For lighter details or warmer weather, the Swatmoc moccasin shoe from Original SWAT is comfortable and lightweight and easily slips on and off. A zipper down the front of the shoe allows you to change into your SWAT boots in no time. And the toe is polishable, just like other uniform boots, so you can't tell the difference because your pants fall over the zipper. No one will know they're not full-height lace-up boots unless you take them off.

The Thorogood N.E.O.S. is a similar type of comfortable, lightweight shoe. It is made of waterproof nylon, so even if you find yourself near water-or spill coffee at your desk-you're covered. A rubber Vibram outsole provides sufficient shock absorption.

Another lightweight duty shoe, Rocky Shoes and Boots' flexible sneaker-style boots won't weigh you down on the beat. This can be especially appreciated in a warmer climate.[PAGEBREAK]

Getting to the Bottom of It All

Regardless of where you live or what duty you're assigned to, considering all the running and driving and, yes, even standing that comes with the job, you need something on the bottom of your feet that will protect them from impact and keep you from slipping on slick surfaces. You know how embarrassing falling can be, not to mention dangerous.

And you're probably a demanding customer, like most cops with many needs on the job. Agent Hoffman of the Forsyth County Sheriff's Office knows his criteria.

"Some of the things I look for are quality of construction, how well they fit, and good cushioning, which is important when you're wearing them all day."

Bates' Durashocks removable footbed and impact pads are designed to cushion your feet, whether you're pursuing a bad guy on foot or standing around waiting for one to show up. For the outside of the boot, the company's new Spyder Gripper outsole, available on its Enforcer series special ops line, has a deep tread that provides overall slip protection in any situation.

Danner's Terra Force platform is made for stability and durability. The upper is stitched to the midsole plate in the heel and forefoot areas for added stability in the front and back. The internal shank works with the insole plate to create a firm foundation while the external shank provides exceptional lateral and medial strength. Because of this construction, these boots can also be resoled to extend their life.

Drew Shoe Corp. also prides itself on sturdy construction. While it does not market specifically to police, the company creates products that are highly customizable and durable. Offering a range of four to six widths for each style of boot and a variety of shapes, the bottoms of these shoes are made to fit the bottoms of your feet-and the rest of your foot, for that matter-to a tee. Drew shoes and boots, originally made for people who wear orthotics, also feature removable, cushioned dual layer insoles. Solid construction ensures that your foot won't get twisted around while you walk or run or wrestle with an uncooperative subject. Available styles suited for police work include the Pioneer and Husky heavy-duty boots and the Trek High built specifically to fit women's feet.

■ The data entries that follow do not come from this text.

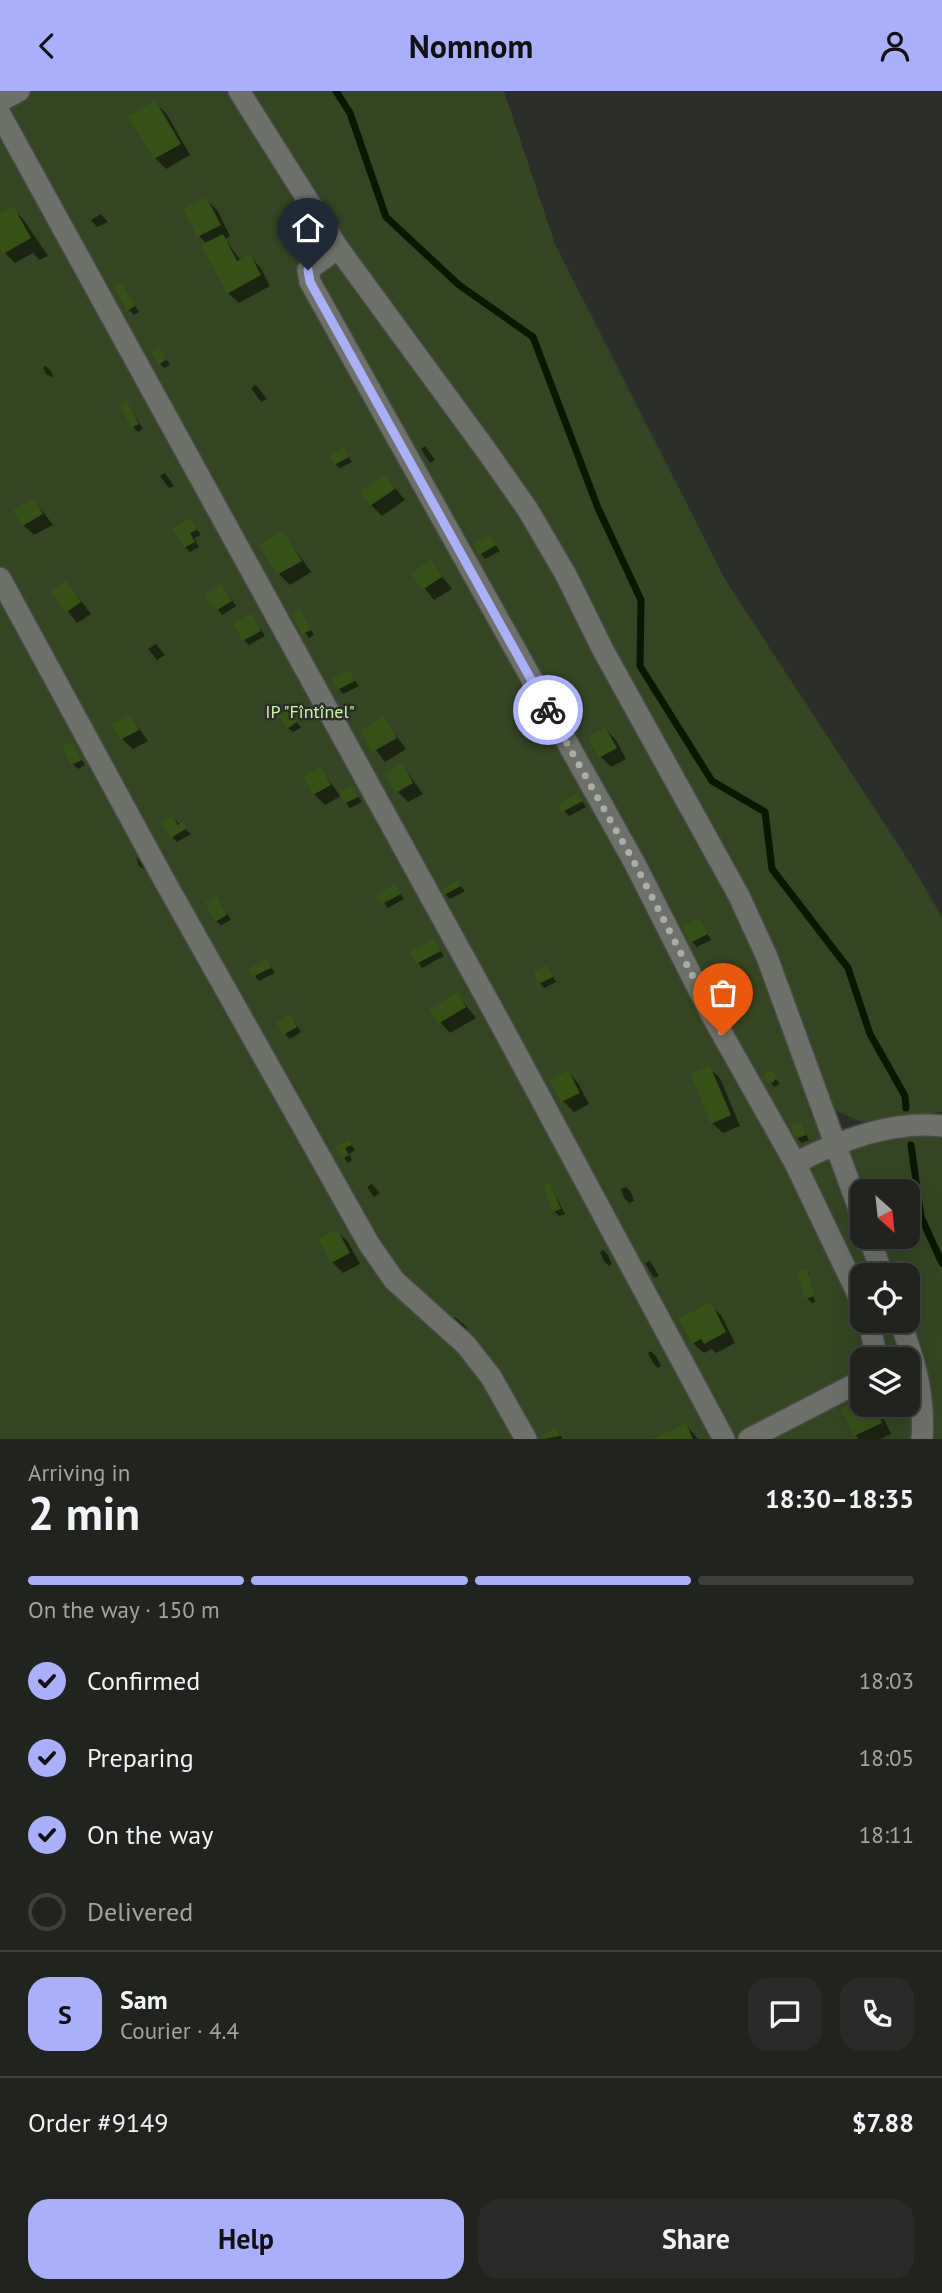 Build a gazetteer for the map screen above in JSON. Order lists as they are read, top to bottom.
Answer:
{
  "parks": ["IP \"Fîntînel\""],
  "north": "bottom right",
  "page": {
    "header": "Nomnom",
    "heading": ["2 min", "Arriving in", "18:30–18:35"],
    "panel": [
      "Sam",
      "Courier · 4.4",
      "Order #9149",
      "$7.88"
    ],
    "bar": "On the way · 150 m",
    "list": [
      ["Confirmed", "18:03"],
      ["Preparing", "18:05"],
      ["On the way", "18:11"],
      "Delivered"
    ],
    "round": "S",
    "buttons": ["Help", "Share"]
  }
} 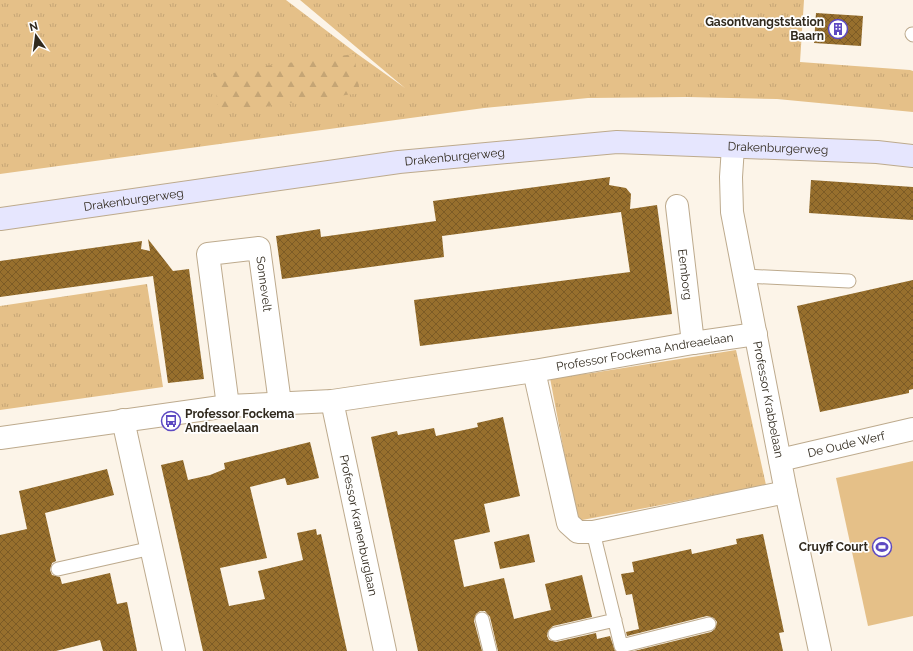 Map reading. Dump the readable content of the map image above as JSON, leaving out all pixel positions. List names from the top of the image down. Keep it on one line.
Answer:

Magnum's Viper series is a lighter type of boot that features a slip-resistant carbon rubber outsole, an ergonomically contoured insole, and a heel air pad for extra cushioning.

For another lightweight offering, Rocky's flexible sneaker-style boot features TMC (Technology Made Comfortable), which is an injected sole with a wider base than a traditional sneaker to absorb shock and give you the stability you need. Its dual density thermal plastic urethane/polyurethane outsole also offers stability and flexibility.

Original SWAT's 9-inch leather waterproof side zip boot, aside from offering waterproof features, is built on a tough base. The triple-stitched upper and steel shank provide support for the foot. Removable molded orthotic innersoles provide comfort directly to the ball, arch, and heel of your foot. A compression-molded EVA midsole provides support, while a carbon rubber, multi-tread traction, self-cleaning outsole finishes the package.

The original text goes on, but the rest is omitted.